## WORK ITEM
Below are the records; tally the lines that include "lists" and report only the total.

[Collected data entries]
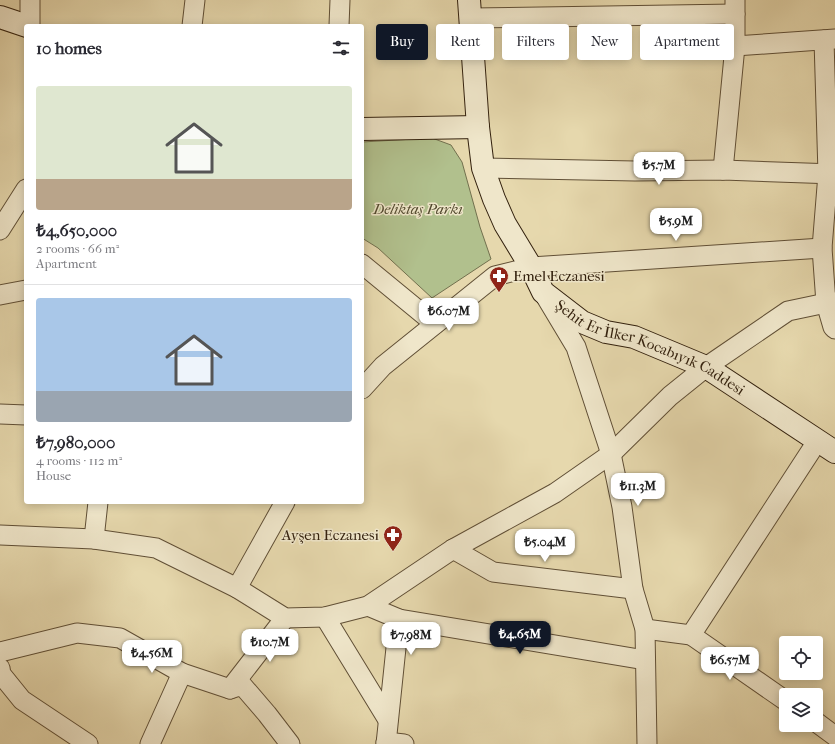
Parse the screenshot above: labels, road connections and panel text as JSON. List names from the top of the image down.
{
  "streets": {
    "main road": ["Şehit Er İlker Kocabıyık Caddesi"]
  },
  "parks": ["Deliktaş Parkı"],
  "places": {
    "pharmacy": ["Emel Eczanesi", "Ayşen Eczanesi"]
  },
  "page": {
    "chip": [
      "Buy",
      "Rent",
      "Filters",
      "New",
      "Apartment"
    ],
    "heading": "10 homes",
    "list": [
      {
        "name": "₺4,650,000",
        "note": "2 rooms · 66 m² · Apartment"
      },
      {
        "name": "₺7,980,000",
        "note": "4 rooms · 112 m² · House"
      }
    ],
    "price": [
      "₺5.7M",
      "₺5.9M",
      "₺6.07M",
      "₺11.3M",
      "₺5.04M",
      "₺4.65M",
      "₺7.98M",
      "₺10.7M",
      "₺4.56M",
      "₺6.57M"
    ]
  }
}
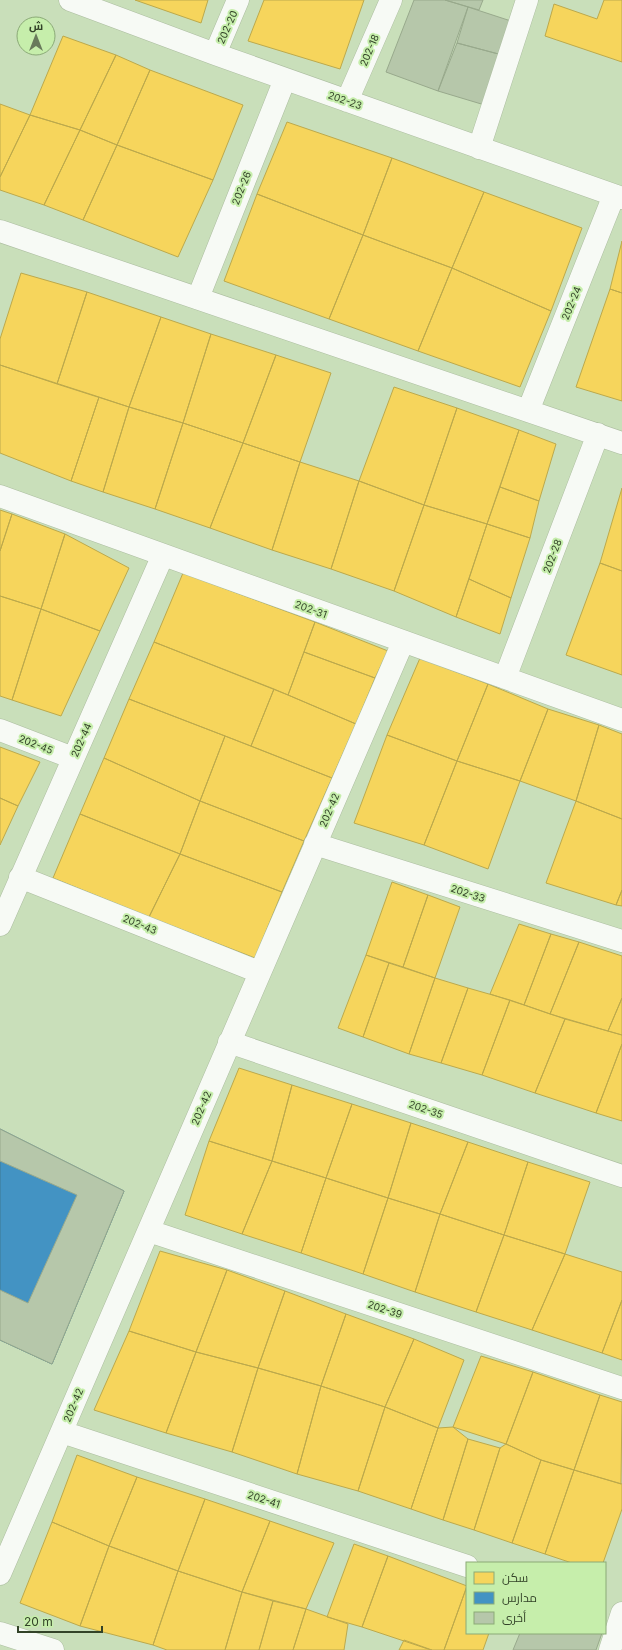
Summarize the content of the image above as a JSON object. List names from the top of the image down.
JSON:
{
  "streets": {
    "street": [
      "202-20",
      "202-18",
      "202-23",
      "202-26",
      "202-24",
      "202-28",
      "202-31",
      "202-44",
      "202-45",
      "202-42",
      "202-33",
      "202-43",
      "202-35",
      "202-39",
      "202-41"
    ]
  },
  "crossings": [
    ["202-20", "202-23"],
    ["202-18", "202-23"],
    ["202-23", "202-26"],
    ["202-23", "202-24"],
    ["202-28", "202-31"],
    ["202-31", "202-44"],
    ["202-31", "202-42"],
    ["202-44", "202-45"],
    ["202-44", "202-43"],
    ["202-42", "202-33"],
    ["202-42", "202-43"],
    ["202-42", "202-35"],
    ["202-42", "202-39"],
    ["202-42", "202-41"]
  ],
  "legend": ["سكن", "مدارس", "أخرى"],
  "scale_bar": "20 m",
  "north": "top"
}
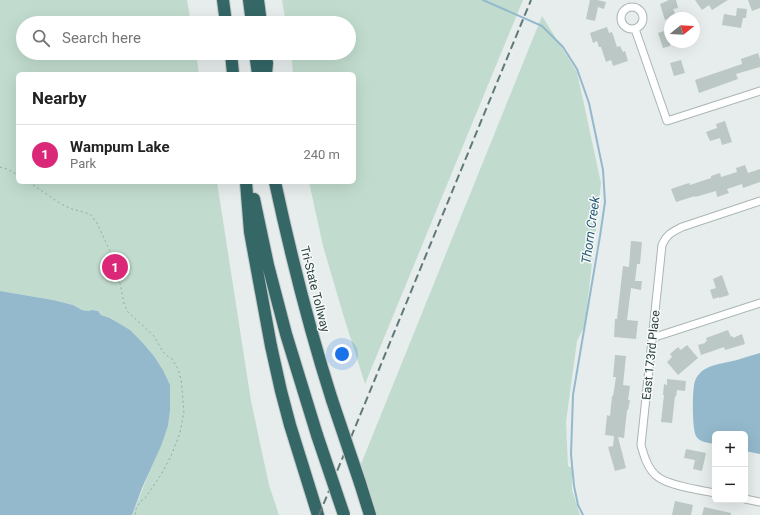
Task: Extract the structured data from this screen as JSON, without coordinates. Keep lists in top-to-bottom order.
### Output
{
  "streets": {
    "highway": ["Tri-State Tollway"],
    "street": ["East 173rd Place"]
  },
  "water": ["Thorn Creek"],
  "north": "right",
  "page": {
    "search": "Search here",
    "heading": "Nearby",
    "list": [
      {
        "mark": "1",
        "name": "Wampum Lake",
        "note": "Park",
        "value": "240 m"
      }
    ],
    "pins": "1",
    "map_buttons": ["+", "−"]
  }
}
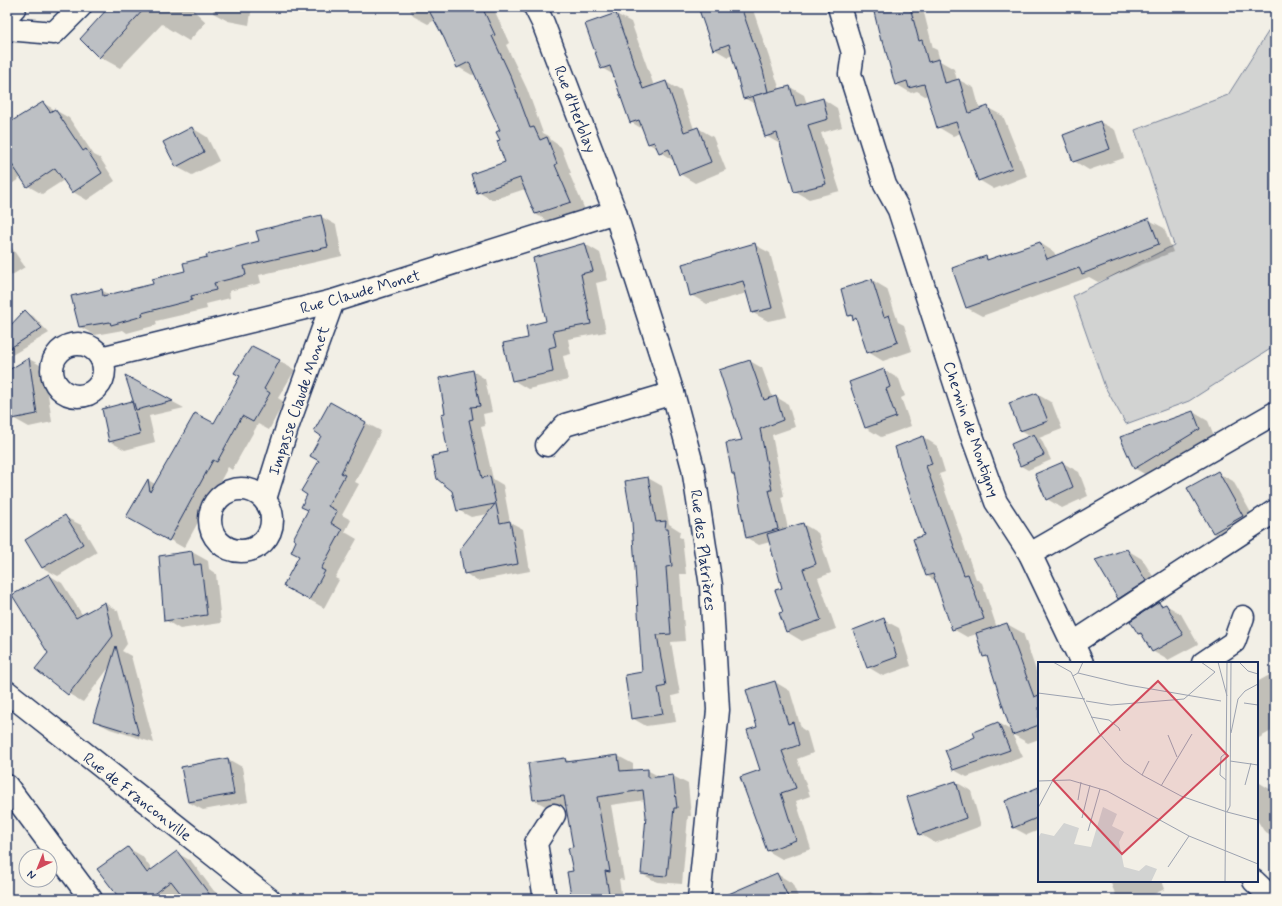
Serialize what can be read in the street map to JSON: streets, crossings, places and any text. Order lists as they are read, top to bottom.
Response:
{
  "streets": {
    "street": [
      "Rue d'Herblay",
      "Rue Claude Monet",
      "Impasse Claude Monet",
      "Chemin de Montigny",
      "Rue des Platrières",
      "Rue de Franconville"
    ]
  },
  "crossings": [
    ["Rue d'Herblay", "Rue Claude Monet"],
    ["Rue d'Herblay", "Rue des Platrières"],
    ["Rue Claude Monet", "Impasse Claude Monet"],
    ["Rue Claude Monet", "Rue des Platrières"]
  ],
  "north": "bottom left"
}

## ANSWER BOX
2